▸ **To do**:
All entries must be extracted exactly, with nothing added or dropped.

▸ **Dataset entries**:
□ □ □

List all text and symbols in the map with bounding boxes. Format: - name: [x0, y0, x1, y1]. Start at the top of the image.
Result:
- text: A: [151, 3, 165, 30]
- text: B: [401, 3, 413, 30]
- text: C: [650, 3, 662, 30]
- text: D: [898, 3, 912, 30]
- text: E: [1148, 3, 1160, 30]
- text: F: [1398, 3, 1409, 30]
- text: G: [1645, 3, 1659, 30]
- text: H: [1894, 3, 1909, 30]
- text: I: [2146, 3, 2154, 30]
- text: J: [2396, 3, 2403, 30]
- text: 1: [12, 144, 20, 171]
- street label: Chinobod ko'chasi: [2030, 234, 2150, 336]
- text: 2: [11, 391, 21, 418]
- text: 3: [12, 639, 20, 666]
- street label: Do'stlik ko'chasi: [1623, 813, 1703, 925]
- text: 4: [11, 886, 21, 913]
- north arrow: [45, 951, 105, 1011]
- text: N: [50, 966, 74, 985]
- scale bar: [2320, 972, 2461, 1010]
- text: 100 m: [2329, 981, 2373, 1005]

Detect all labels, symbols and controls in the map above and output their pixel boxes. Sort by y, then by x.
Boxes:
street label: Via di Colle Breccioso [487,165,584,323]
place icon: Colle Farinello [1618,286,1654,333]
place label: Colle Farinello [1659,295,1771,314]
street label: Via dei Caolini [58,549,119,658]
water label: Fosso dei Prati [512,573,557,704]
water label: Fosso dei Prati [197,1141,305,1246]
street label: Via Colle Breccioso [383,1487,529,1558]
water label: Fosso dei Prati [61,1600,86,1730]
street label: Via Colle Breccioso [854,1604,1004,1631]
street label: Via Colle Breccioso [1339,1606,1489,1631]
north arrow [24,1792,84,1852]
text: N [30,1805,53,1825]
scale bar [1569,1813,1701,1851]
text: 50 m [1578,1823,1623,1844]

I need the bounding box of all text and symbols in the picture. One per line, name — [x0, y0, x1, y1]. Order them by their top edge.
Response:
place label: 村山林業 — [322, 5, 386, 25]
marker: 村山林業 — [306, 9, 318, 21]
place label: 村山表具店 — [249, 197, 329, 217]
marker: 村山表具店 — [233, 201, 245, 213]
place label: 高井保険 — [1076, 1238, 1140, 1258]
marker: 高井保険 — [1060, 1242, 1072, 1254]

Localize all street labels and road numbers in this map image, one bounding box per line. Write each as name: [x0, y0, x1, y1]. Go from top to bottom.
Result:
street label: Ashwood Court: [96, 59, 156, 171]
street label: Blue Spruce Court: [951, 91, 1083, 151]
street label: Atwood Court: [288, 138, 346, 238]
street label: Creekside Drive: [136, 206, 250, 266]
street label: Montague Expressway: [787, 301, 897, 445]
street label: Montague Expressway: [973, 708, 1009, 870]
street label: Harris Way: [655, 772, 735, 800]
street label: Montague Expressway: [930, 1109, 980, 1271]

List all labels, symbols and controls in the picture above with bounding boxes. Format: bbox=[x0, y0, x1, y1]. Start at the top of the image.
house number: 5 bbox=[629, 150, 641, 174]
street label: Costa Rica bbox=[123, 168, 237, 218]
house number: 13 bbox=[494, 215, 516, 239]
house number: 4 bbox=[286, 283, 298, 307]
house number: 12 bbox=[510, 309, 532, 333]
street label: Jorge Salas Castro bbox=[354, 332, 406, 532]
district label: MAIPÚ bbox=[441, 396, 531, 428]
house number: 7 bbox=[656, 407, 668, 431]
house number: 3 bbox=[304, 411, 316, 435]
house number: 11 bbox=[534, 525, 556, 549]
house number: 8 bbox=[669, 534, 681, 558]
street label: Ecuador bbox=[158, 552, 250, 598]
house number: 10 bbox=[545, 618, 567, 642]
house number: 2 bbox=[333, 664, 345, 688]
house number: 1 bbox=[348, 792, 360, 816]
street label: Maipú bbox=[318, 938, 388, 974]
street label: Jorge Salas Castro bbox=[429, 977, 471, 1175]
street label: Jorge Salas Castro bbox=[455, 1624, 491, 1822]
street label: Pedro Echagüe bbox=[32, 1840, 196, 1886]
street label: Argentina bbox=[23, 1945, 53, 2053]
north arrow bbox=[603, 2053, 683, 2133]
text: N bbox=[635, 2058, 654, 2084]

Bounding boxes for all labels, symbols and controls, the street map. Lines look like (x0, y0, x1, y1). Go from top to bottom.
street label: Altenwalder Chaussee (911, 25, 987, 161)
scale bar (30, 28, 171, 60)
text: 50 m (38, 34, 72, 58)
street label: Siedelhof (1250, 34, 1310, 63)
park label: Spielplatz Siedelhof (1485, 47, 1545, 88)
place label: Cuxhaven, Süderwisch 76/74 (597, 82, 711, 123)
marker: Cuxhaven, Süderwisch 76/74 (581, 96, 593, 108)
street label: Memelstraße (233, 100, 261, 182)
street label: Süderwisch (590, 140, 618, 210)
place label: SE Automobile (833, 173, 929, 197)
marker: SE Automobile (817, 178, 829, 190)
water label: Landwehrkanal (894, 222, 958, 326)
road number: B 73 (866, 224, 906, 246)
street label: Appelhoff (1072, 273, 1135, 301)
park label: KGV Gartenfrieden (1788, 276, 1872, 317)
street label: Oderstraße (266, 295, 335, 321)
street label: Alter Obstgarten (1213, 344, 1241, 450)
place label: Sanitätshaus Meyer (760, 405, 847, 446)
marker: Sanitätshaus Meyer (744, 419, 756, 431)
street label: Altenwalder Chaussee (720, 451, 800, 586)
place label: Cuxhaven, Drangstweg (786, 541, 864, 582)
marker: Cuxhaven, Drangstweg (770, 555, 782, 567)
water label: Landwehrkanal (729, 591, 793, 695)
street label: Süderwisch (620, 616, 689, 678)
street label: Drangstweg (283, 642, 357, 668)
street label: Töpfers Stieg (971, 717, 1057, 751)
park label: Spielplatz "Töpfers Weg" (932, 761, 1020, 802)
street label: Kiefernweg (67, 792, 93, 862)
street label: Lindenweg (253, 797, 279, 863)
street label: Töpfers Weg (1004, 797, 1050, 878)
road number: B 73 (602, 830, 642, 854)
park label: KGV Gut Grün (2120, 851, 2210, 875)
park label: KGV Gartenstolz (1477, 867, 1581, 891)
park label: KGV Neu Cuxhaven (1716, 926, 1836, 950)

□ □ □

▸ **Task solution**:
List all text and symbols in the map with bounding boxes. Format: - name: [x0, y0, x1, y1]. Start at the top of the image.
Result:
- text: A: [151, 3, 165, 30]
- text: B: [401, 3, 413, 30]
- text: C: [650, 3, 662, 30]
- text: D: [898, 3, 912, 30]
- text: E: [1148, 3, 1160, 30]
- text: F: [1398, 3, 1409, 30]
- text: G: [1645, 3, 1659, 30]
- text: H: [1894, 3, 1909, 30]
- text: I: [2146, 3, 2154, 30]
- text: J: [2396, 3, 2403, 30]
- text: 1: [12, 144, 20, 171]
- street label: Chinobod ko'chasi: [2030, 234, 2150, 336]
- text: 2: [11, 391, 21, 418]
- text: 3: [12, 639, 20, 666]
- street label: Do'stlik ko'chasi: [1623, 813, 1703, 925]
- text: 4: [11, 886, 21, 913]
- north arrow: [45, 951, 105, 1011]
- text: N: [50, 966, 74, 985]
- scale bar: [2320, 972, 2461, 1010]
- text: 100 m: [2329, 981, 2373, 1005]

Detect all labels, symbols and controls in the map above and output their pixel boxes. Sort by y, then by x.
Boxes:
street label: Via di Colle Breccioso [487,165,584,323]
place icon: Colle Farinello [1618,286,1654,333]
place label: Colle Farinello [1659,295,1771,314]
street label: Via dei Caolini [58,549,119,658]
water label: Fosso dei Prati [512,573,557,704]
water label: Fosso dei Prati [197,1141,305,1246]
street label: Via Colle Breccioso [383,1487,529,1558]
water label: Fosso dei Prati [61,1600,86,1730]
street label: Via Colle Breccioso [854,1604,1004,1631]
street label: Via Colle Breccioso [1339,1606,1489,1631]
north arrow [24,1792,84,1852]
text: N [30,1805,53,1825]
scale bar [1569,1813,1701,1851]
text: 50 m [1578,1823,1623,1844]

I need the bounding box of all text and symbols in the picture. One per line, name — [x0, y0, x1, y1]. Order them by their top edge.
Response:
place label: 村山林業 — [322, 5, 386, 25]
marker: 村山林業 — [306, 9, 318, 21]
place label: 村山表具店 — [249, 197, 329, 217]
marker: 村山表具店 — [233, 201, 245, 213]
place label: 高井保険 — [1076, 1238, 1140, 1258]
marker: 高井保険 — [1060, 1242, 1072, 1254]

Localize all street labels and road numbers in this map image, one bounding box per line. Write each as name: [x0, y0, x1, y1]. Go from top to bottom.
Result:
street label: Ashwood Court: [96, 59, 156, 171]
street label: Blue Spruce Court: [951, 91, 1083, 151]
street label: Atwood Court: [288, 138, 346, 238]
street label: Creekside Drive: [136, 206, 250, 266]
street label: Montague Expressway: [787, 301, 897, 445]
street label: Montague Expressway: [973, 708, 1009, 870]
street label: Harris Way: [655, 772, 735, 800]
street label: Montague Expressway: [930, 1109, 980, 1271]

List all labels, symbols and controls in the picture above with bounding boxes. Format: bbox=[x0, y0, x1, y1]. Start at the top of the image.
house number: 5 bbox=[629, 150, 641, 174]
street label: Costa Rica bbox=[123, 168, 237, 218]
house number: 13 bbox=[494, 215, 516, 239]
house number: 4 bbox=[286, 283, 298, 307]
house number: 12 bbox=[510, 309, 532, 333]
street label: Jorge Salas Castro bbox=[354, 332, 406, 532]
district label: MAIPÚ bbox=[441, 396, 531, 428]
house number: 7 bbox=[656, 407, 668, 431]
house number: 3 bbox=[304, 411, 316, 435]
house number: 11 bbox=[534, 525, 556, 549]
house number: 8 bbox=[669, 534, 681, 558]
street label: Ecuador bbox=[158, 552, 250, 598]
house number: 10 bbox=[545, 618, 567, 642]
house number: 2 bbox=[333, 664, 345, 688]
house number: 1 bbox=[348, 792, 360, 816]
street label: Maipú bbox=[318, 938, 388, 974]
street label: Jorge Salas Castro bbox=[429, 977, 471, 1175]
street label: Jorge Salas Castro bbox=[455, 1624, 491, 1822]
street label: Pedro Echagüe bbox=[32, 1840, 196, 1886]
street label: Argentina bbox=[23, 1945, 53, 2053]
north arrow bbox=[603, 2053, 683, 2133]
text: N bbox=[635, 2058, 654, 2084]

Bounding boxes for all labels, symbols and controls, the street map. Lines look like (x0, y0, x1, y1). Go from top to bottom.
street label: Altenwalder Chaussee (911, 25, 987, 161)
scale bar (30, 28, 171, 60)
text: 50 m (38, 34, 72, 58)
street label: Siedelhof (1250, 34, 1310, 63)
park label: Spielplatz Siedelhof (1485, 47, 1545, 88)
place label: Cuxhaven, Süderwisch 76/74 (597, 82, 711, 123)
marker: Cuxhaven, Süderwisch 76/74 (581, 96, 593, 108)
street label: Memelstraße (233, 100, 261, 182)
street label: Süderwisch (590, 140, 618, 210)
place label: SE Automobile (833, 173, 929, 197)
marker: SE Automobile (817, 178, 829, 190)
water label: Landwehrkanal (894, 222, 958, 326)
road number: B 73 (866, 224, 906, 246)
street label: Appelhoff (1072, 273, 1135, 301)
park label: KGV Gartenfrieden (1788, 276, 1872, 317)
street label: Oderstraße (266, 295, 335, 321)
street label: Alter Obstgarten (1213, 344, 1241, 450)
place label: Sanitätshaus Meyer (760, 405, 847, 446)
marker: Sanitätshaus Meyer (744, 419, 756, 431)
street label: Altenwalder Chaussee (720, 451, 800, 586)
place label: Cuxhaven, Drangstweg (786, 541, 864, 582)
marker: Cuxhaven, Drangstweg (770, 555, 782, 567)
water label: Landwehrkanal (729, 591, 793, 695)
street label: Süderwisch (620, 616, 689, 678)
street label: Drangstweg (283, 642, 357, 668)
street label: Töpfers Stieg (971, 717, 1057, 751)
park label: Spielplatz "Töpfers Weg" (932, 761, 1020, 802)
street label: Kiefernweg (67, 792, 93, 862)
street label: Lindenweg (253, 797, 279, 863)
street label: Töpfers Weg (1004, 797, 1050, 878)
road number: B 73 (602, 830, 642, 854)
park label: KGV Gut Grün (2120, 851, 2210, 875)
park label: KGV Gartenstolz (1477, 867, 1581, 891)
park label: KGV Neu Cuxhaven (1716, 926, 1836, 950)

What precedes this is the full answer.